━━━ Given data
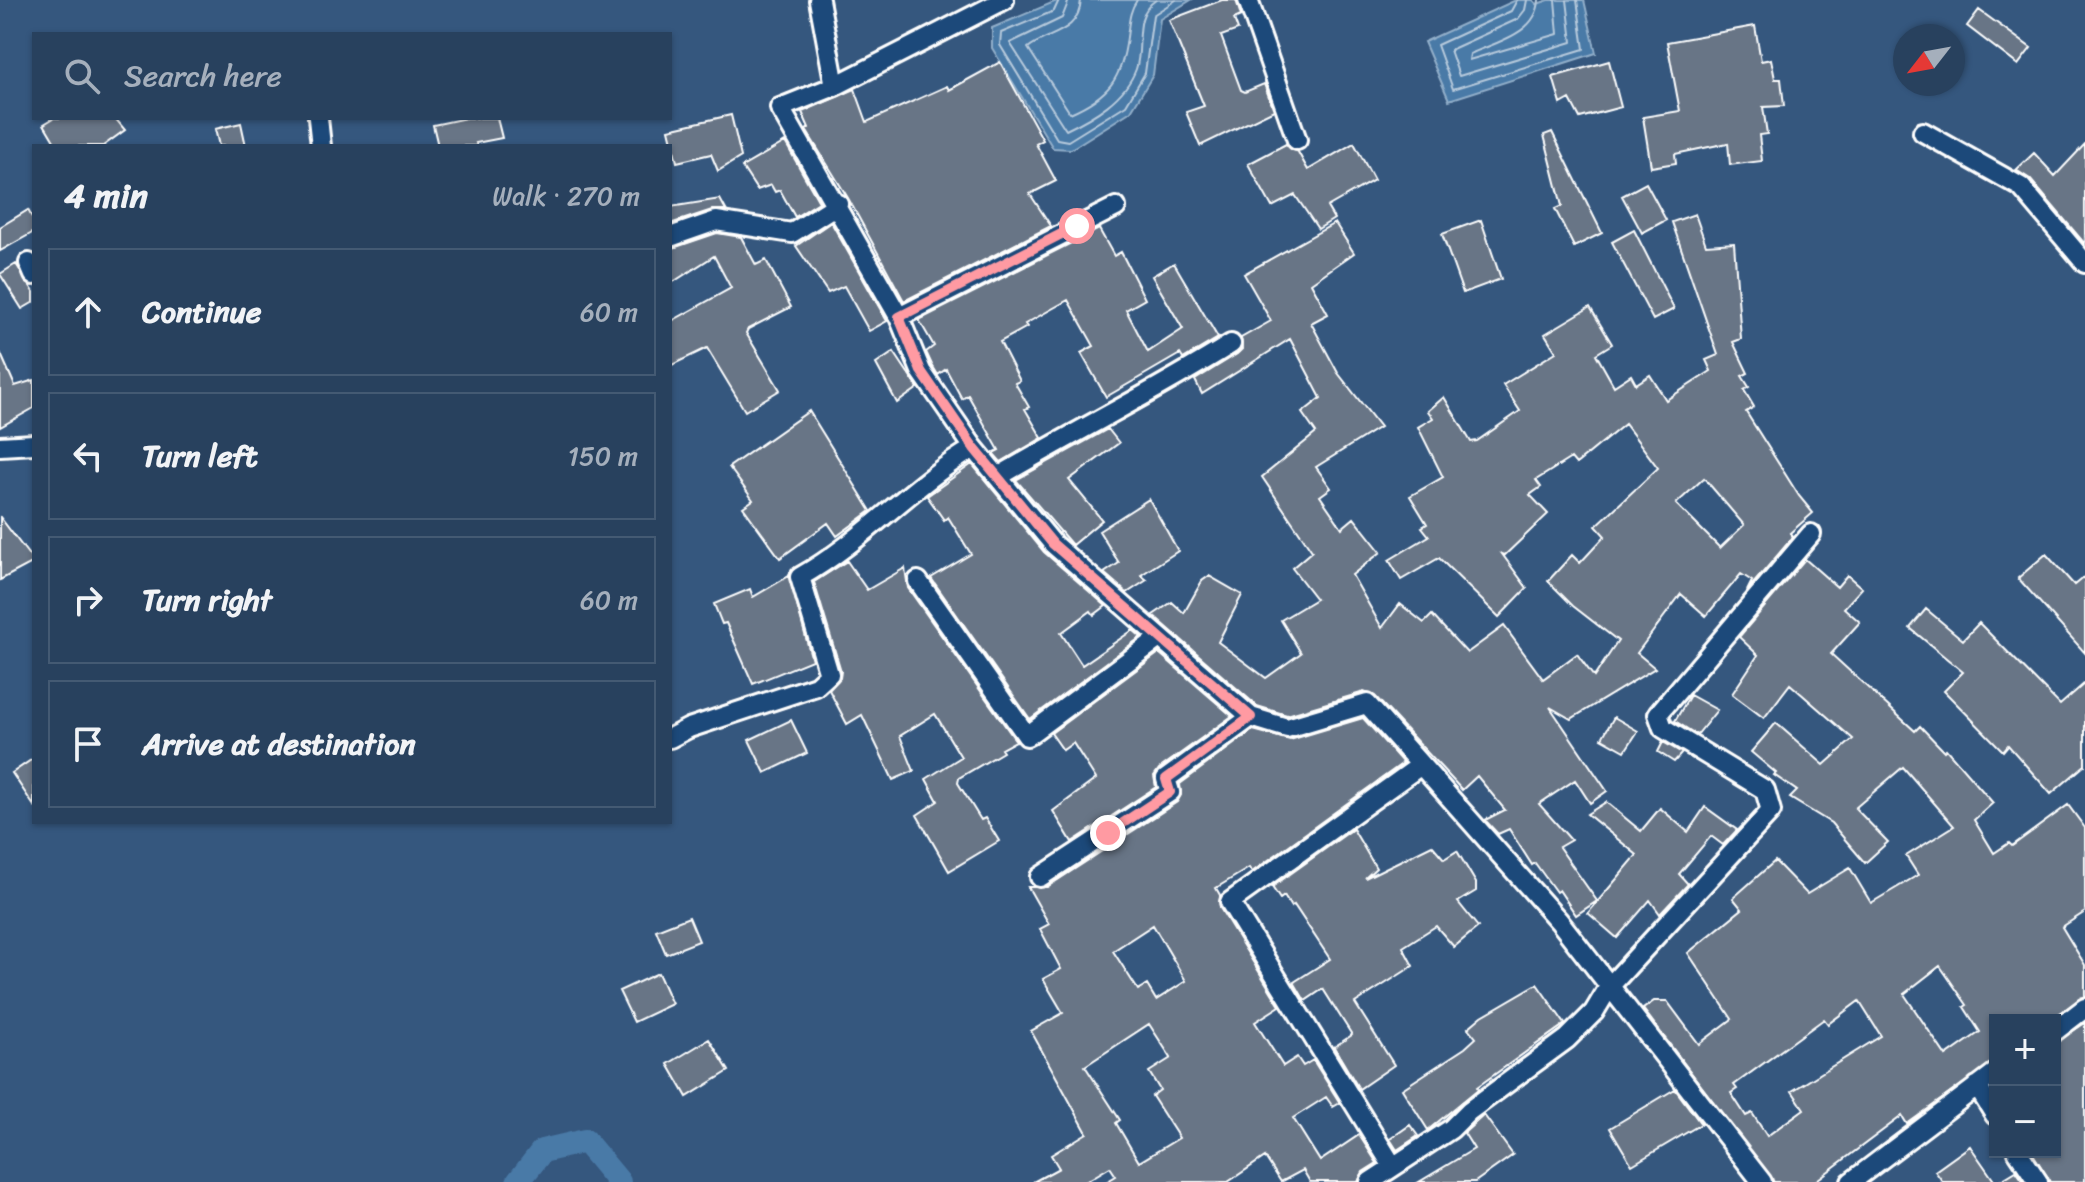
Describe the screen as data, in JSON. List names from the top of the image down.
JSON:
{
  "north": "bottom left",
  "page": {
    "search": "Search here",
    "heading": ["4 min", "Walk · 270 m"],
    "list": [
      ["Continue", "60 m"],
      ["Turn left", "150 m"],
      ["Turn right", "60 m"],
      "Arrive at destination"
    ],
    "map_buttons": ["+", "−"]
  }
}
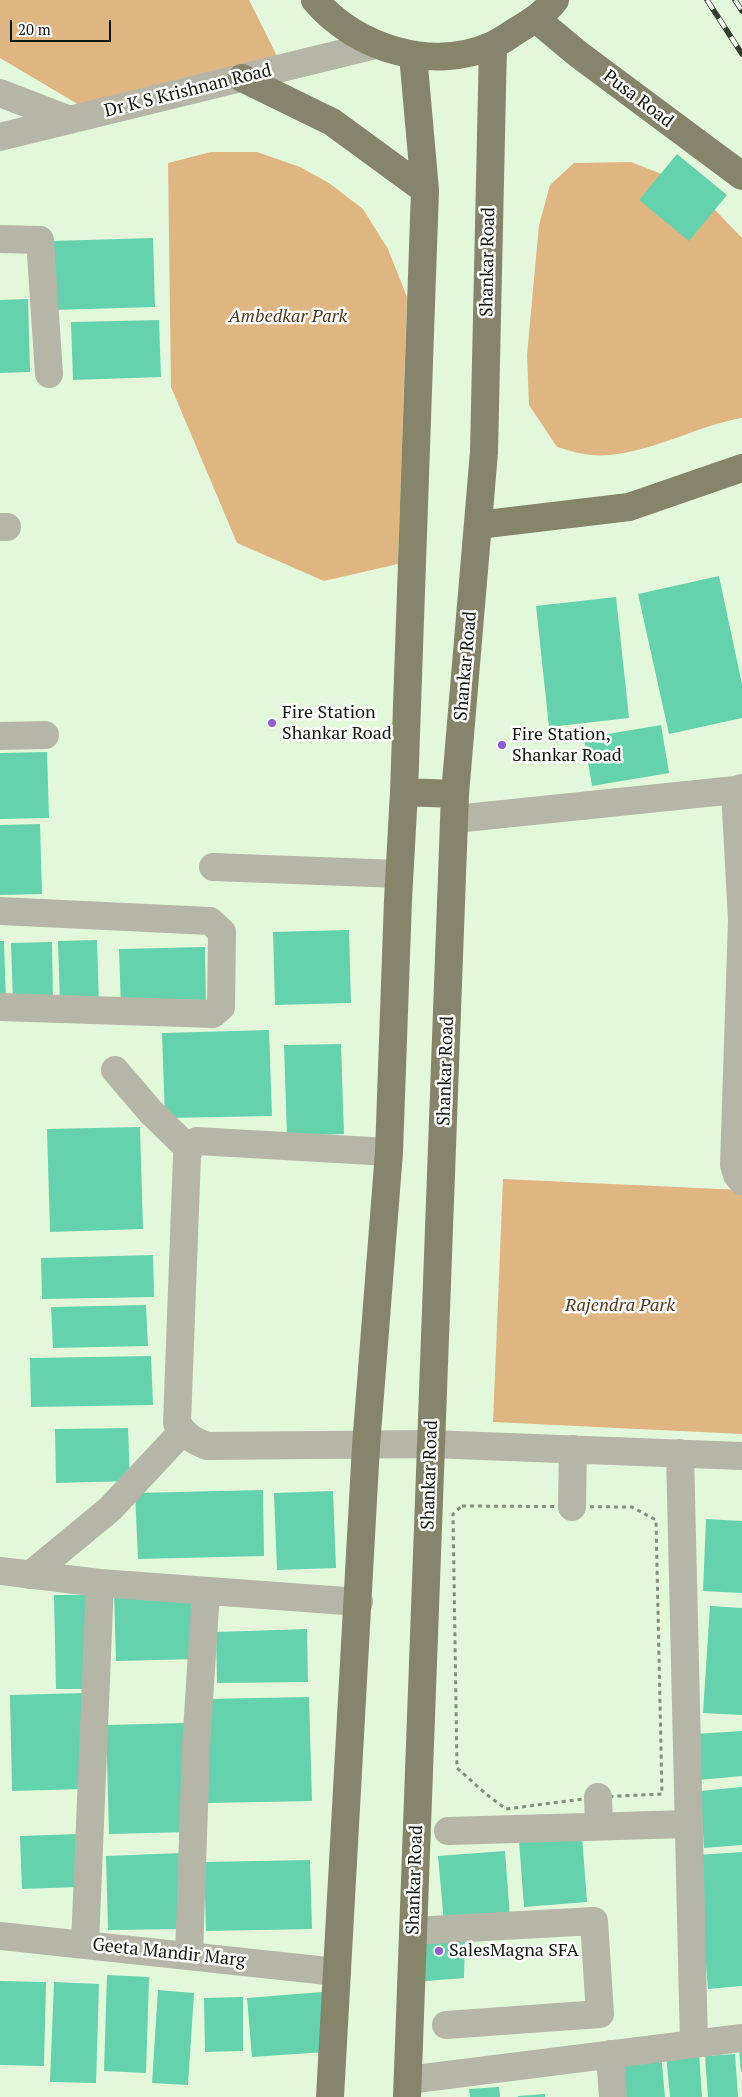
━━━━━━
Pictures must not appear in the copy, and every record must be restated word for word.

*Exercise solution*.
Describe the screen as data, in JSON. List names from the top of the image down.
JSON:
{
  "north": "bottom left",
  "page": {
    "search": "Search here",
    "heading": ["4 min", "Walk · 270 m"],
    "list": [
      ["Continue", "60 m"],
      ["Turn left", "150 m"],
      ["Turn right", "60 m"],
      "Arrive at destination"
    ],
    "map_buttons": ["+", "−"]
  }
}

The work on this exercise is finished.